------ PROVIDED DATA ------
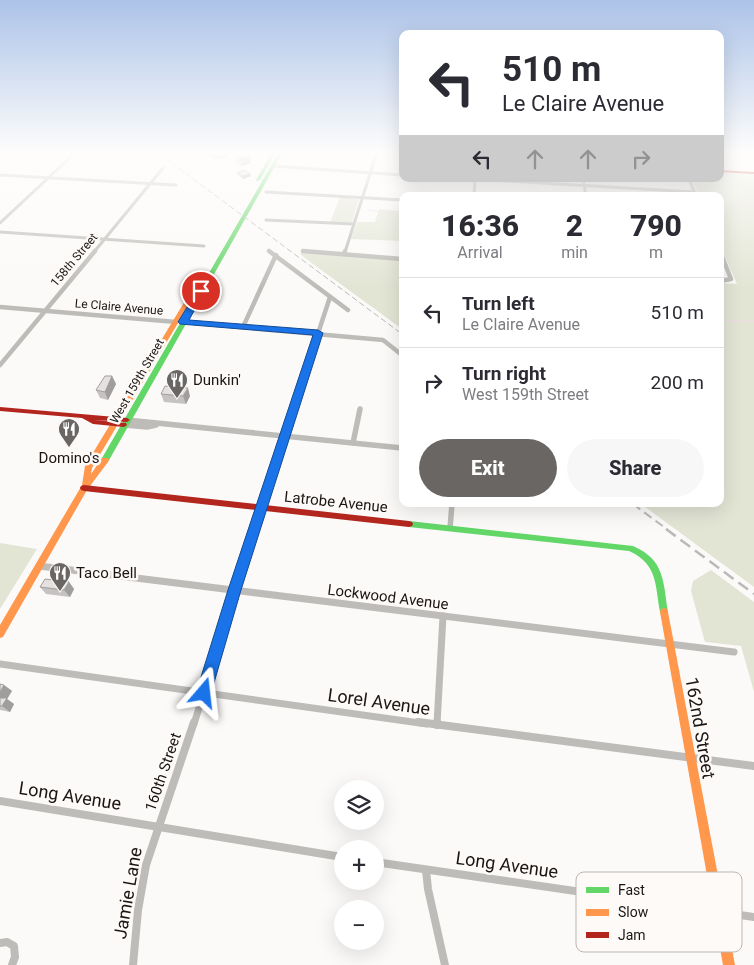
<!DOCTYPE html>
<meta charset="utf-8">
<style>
body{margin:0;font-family:Roboto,sans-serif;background:#f7f7f7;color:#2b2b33;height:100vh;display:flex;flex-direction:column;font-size:19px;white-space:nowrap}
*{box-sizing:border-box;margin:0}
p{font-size:16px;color:#7c7c81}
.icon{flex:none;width:28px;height:28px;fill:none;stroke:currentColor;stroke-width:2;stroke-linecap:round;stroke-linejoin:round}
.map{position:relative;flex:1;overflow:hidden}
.panel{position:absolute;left:399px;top:192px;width:325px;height:315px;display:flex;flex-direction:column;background:#fff;border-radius:10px;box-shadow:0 5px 20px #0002}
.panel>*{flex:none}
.hud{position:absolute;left:399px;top:30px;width:325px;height:152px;border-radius:10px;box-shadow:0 5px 20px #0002;background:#fff;color:#2b2b33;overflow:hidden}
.buttons{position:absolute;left:334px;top:780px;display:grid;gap:10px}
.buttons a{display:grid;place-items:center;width:50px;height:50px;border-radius:50%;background:#fff;box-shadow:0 5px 20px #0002;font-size:25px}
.pin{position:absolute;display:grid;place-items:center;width:42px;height:42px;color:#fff;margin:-21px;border:2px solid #fff;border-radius:50%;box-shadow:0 1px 5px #0007}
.me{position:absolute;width:55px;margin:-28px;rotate:17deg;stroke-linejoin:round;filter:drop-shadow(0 0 4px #0008)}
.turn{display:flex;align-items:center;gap:18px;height:105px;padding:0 20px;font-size:22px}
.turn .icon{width:65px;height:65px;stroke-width:2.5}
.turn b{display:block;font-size:35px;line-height:42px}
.lanes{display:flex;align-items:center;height:48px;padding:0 20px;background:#0003;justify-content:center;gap:25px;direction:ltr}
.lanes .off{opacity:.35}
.eta{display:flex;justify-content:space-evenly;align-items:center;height:85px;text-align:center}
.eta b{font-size:30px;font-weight:800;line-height:35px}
.primary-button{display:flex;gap:10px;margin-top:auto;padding:10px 20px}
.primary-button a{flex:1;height:58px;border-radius:30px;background:#6a6664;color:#fff;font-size:20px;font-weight:800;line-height:58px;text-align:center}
.primary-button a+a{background:#f7f7f7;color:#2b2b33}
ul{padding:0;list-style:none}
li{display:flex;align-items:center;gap:15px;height:70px;padding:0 20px;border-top:1px solid #e1e1e2}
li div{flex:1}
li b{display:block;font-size:19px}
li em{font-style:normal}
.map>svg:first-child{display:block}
.green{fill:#e2e5d4}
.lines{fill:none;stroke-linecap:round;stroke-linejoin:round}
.stream{stroke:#f2dae7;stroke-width:1}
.street-far4{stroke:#bebcb8;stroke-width:3}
.street-far3{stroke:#bebcb8;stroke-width:4.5}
.street-far2{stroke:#bebcb8;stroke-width:5.5}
.street-far1{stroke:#bebcb8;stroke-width:7}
.street{stroke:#bebcb8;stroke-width:8}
.fast{fill:#63d668;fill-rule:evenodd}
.slow{fill:#ff974d;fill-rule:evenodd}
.jam{fill:#b3261e;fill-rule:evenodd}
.rail-far2{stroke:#bbb9b8;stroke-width:1;stroke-dasharray:6 3;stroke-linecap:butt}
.rail-far1{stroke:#bbb9b8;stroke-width:2;stroke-dasharray:9 5;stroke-linecap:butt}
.rail{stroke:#bbb9b8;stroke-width:2.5;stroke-dasharray:12 6;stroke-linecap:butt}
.wall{fill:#c5c2c1}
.shaded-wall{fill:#a09e9d}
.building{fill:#e5e1e0;stroke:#a09e9d}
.route{fill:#1a73e8;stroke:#114b97}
.labels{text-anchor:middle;stroke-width:5;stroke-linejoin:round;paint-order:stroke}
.far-street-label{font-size:12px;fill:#1b1613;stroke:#fdfaf8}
.poi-label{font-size:15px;fill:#1b1613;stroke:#fdfaf8;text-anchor:start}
.street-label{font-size:15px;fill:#1b1613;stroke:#fdfaf8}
.near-street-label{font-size:18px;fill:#1b1613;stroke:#fdfaf8}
.key{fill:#fdfaf8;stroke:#b9b6b3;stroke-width:1}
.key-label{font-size:14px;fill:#1b1613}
</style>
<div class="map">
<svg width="754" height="965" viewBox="0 0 754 965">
<rect width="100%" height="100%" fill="#fcfaf9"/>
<g class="green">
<path d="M720,172L754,174V587L641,504H720V283L737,284L720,245V196H699L692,179H720Z"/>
<path d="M340,197L359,199L352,222L350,223H330Z"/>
<path d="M379,209L402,211V241L351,239L357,222H375Z"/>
<path d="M302,252L402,258V329L305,258L300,254Z"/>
<path d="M0,543L37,549L0,609Z"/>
<path d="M711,570L754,602V692L741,646L705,642L691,591L693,581Z"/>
</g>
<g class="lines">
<g class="stream">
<path d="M369,210L402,215"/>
<path d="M720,321H754"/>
</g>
<g class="street-far4">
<path d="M273,166L402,175"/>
<path d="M0,175L176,185"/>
<path d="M473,179L694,192"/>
<path d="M583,179L586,196"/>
<path d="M689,179L696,196"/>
<path d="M266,192L402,200"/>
<path d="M474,196L475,179"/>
<path d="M266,220L353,224"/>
<path d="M0,223L76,152"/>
<path d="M0,232L204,246"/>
<path d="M303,251L314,252"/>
<path d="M94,252L163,168"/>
<path d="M345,252L377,152"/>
</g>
<g class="street-far3">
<path d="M269,251L348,310"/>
<path d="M303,251L402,259"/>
<path d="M720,251L731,279L720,281"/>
<path d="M344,254L345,251"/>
<path d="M0,307L176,322"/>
<path d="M183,322L383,340L402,355"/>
<path d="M243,327L276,255"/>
<path d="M0,365L95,251"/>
<path d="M304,376L330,297"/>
</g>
<g class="street-far2">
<path d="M127,420L402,448"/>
<path d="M124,425L147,427L156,425"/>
<path d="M353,443L360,409"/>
<path d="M450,528L452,504"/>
<path d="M254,530L305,374"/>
</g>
<g class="street-far1">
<path d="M39,566L734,652"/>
<path d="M0,664L427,724"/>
<path d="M194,724L254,529"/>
<path d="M437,724L443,616"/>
</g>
<g class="street">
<path d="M418,722L754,766"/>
<path d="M437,725V722"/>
<path d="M0,801L342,857"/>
<path d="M375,862L754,917"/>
<path d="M426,870L428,889L445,965"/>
<path d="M0,943L7,942L14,946L15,957L12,965"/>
<path d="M133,965L138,910L146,865L194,722"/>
</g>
<g class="fast">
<path d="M272,152H276L260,180L256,181V180Z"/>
<path d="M279,152H283L108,462H102L101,460L102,458Z"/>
<path d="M409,521L633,546C665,560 663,581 668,612L667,615L664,616L661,615L660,612C655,585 658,564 629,551L409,527L406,526L405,524L406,522Z"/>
</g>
<g class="slow">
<path d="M194,289L197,291L92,468L91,474L102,458H108L109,460L108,462L87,490L3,637L0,638V625L82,485L85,466L191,291Z"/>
<path d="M664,608L667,609L668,612L735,965H723L660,612L661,609Z"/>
</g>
<g class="jam">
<path d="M720,170L754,172V174L720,172Z"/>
<path d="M0,407L127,418L130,420L127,422L94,420L126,423L127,425L124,427L93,424L82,418L0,411Z"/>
<path d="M84,485L409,521L412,522L413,524L412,526L409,527L84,491L81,490L80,488L81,486Z"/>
</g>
<path class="rail-far2" d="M157,152L402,334"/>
<path class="rail-far1" d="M633,504L668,530"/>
<path class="rail" d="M666,529L754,594"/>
</g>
<g class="wall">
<path d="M204,152H226L228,156L215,159Z"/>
<path d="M235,155L250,156L251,163L242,166L236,162Z"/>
<path d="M237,173L250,174L251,176L243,179L238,175Z"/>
<path d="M112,376L116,384L108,400L100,398L96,390Z"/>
<path d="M161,394L190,396L186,404L164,402Z"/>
<path d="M69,582L74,589L70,597L46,594L40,587Z"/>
<path d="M0,684L4,685L12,691L7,699L14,704L10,712L0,710Z"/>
</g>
<g class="shaded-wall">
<path d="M227,153L228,156L215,159L214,157Z"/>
<path d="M250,156L251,163L242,166L241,158Z"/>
<path d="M250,174L251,176L243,179V176Z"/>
<path d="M112,376L116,384L108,400L105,392Z"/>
<path d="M188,388L190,396L186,404L183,396Z"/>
<path d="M69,582L74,589L70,597L64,590Z"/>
<path d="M4,685L12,691L7,699L14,704L10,712L2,706L0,699V692Z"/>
</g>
<g class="building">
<path d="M207,152H226L227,153L214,157Z"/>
<path d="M242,152H244L250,156L241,158L235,155Z"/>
<path d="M245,170L250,174L243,176L237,173Z"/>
<path d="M105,376H112L105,392L96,390Z"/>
<path d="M165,386L188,388L183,396L161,394Z"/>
<path d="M45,579L69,582L64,590L40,587Z"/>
<path d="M0,684L4,685L0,692Z"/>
<path d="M0,698H7L2,706H0Z"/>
</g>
<linearGradient id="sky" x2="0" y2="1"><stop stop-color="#acc3e8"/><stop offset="0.53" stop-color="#fefdfc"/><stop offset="1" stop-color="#fefdfc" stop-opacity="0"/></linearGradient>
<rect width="754" height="288" fill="url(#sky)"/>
<path class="route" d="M201,288L205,291L189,320L318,330L323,333L241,590L211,693L209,698L204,700L198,698L196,693L228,590L313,335L180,324L178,322L197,291Z"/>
<defs>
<g id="restaurant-pin" transform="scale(1.125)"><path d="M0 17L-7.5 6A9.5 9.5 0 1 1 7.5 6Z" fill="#6a6664" stroke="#fdfaf8"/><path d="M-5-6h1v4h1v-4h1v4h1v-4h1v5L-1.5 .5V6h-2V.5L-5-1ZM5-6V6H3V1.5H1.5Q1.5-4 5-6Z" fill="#fff"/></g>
</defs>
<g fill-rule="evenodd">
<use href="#restaurant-pin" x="177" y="380"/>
<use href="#restaurant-pin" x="69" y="429"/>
<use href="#restaurant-pin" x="60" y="573"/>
</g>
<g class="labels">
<g class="far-street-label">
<text transform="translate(74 260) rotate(-50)" y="4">158th Street</text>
<text transform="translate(119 307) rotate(5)" y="4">Le Claire Avenue</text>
<text transform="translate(137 381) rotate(-60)" y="4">West 159th Street</text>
</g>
<g class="poi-label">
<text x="193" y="385">Dunkin'</text>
<text x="69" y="463" text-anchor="middle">Domino's</text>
<text x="76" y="578">Taco Bell</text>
</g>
<g class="street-label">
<text transform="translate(336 502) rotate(6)" y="5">Latrobe Avenue</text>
<text transform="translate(388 597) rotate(7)" y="5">Lockwood Avenue</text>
<text transform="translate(163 772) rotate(-71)" y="5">160th Street</text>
</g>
<g class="near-street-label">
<text transform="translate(379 702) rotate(8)" y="6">Lorel Avenue</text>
<text transform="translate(700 728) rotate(80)" y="6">162nd Street</text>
<text transform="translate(70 796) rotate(9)" y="6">Long Avenue</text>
<text transform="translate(507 865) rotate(8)" y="6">Long Avenue</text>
<text transform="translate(128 893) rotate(-80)" y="6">Jamie Lane</text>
</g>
</g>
<rect x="576" y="872" width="166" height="80" rx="8" class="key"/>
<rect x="586" y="887" width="23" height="6" fill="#63d668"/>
<rect x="586" y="909" width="23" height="7" fill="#ff974d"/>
<rect x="586" y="932" width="23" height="6" fill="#b3261e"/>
<g class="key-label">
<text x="618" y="895">Fast</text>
<text x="618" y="917">Slow</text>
<text x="618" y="940">Jam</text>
</g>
</svg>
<div class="buttons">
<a><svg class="icon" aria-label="layers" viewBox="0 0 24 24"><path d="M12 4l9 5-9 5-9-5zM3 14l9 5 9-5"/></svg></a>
<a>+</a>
<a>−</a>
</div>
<div class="pin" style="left:201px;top:291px;background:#d93025"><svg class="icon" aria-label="arrive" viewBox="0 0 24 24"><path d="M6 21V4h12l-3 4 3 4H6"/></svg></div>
<svg class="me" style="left:204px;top:693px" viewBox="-20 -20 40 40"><path d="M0-17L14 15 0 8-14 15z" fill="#1a73e8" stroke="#fff" stroke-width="4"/></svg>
<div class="hud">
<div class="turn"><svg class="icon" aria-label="left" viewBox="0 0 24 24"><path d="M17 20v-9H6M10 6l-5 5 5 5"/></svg><div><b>510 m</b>Le Claire Avenue</div></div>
<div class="lanes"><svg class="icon" aria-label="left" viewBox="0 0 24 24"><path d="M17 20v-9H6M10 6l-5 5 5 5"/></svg><svg class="icon off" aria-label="ahead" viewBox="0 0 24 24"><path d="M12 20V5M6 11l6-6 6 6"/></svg><svg class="icon off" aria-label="ahead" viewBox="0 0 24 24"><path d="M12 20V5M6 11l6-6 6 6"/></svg><svg class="icon off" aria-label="right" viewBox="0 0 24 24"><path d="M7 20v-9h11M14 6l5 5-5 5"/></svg></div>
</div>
<section class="panel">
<div class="eta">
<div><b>16:36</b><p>Arrival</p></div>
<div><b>2</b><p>min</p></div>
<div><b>790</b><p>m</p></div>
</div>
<ul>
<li><svg class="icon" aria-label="left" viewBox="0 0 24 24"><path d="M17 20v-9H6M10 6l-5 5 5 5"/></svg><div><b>Turn left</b><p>Le Claire Avenue</p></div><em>510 m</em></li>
<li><svg class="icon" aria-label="right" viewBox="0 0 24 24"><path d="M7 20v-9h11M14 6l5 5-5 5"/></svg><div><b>Turn right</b><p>West 159th Street</p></div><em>200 m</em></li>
</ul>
<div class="primary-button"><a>Exit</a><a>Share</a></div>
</section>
</div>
------
> REQUIREMENT: Using the material above, return each line in which the word "content" occurs.

> ANSWER FOR THIS EXERCISE:
.lanes{display:flex;align-items:center;height:48px;padding:0 20px;background:#0003;justify-content:center;gap:25px;direction:ltr}
.eta{display:flex;justify-content:space-evenly;align-items:center;height:85px;text-align:center}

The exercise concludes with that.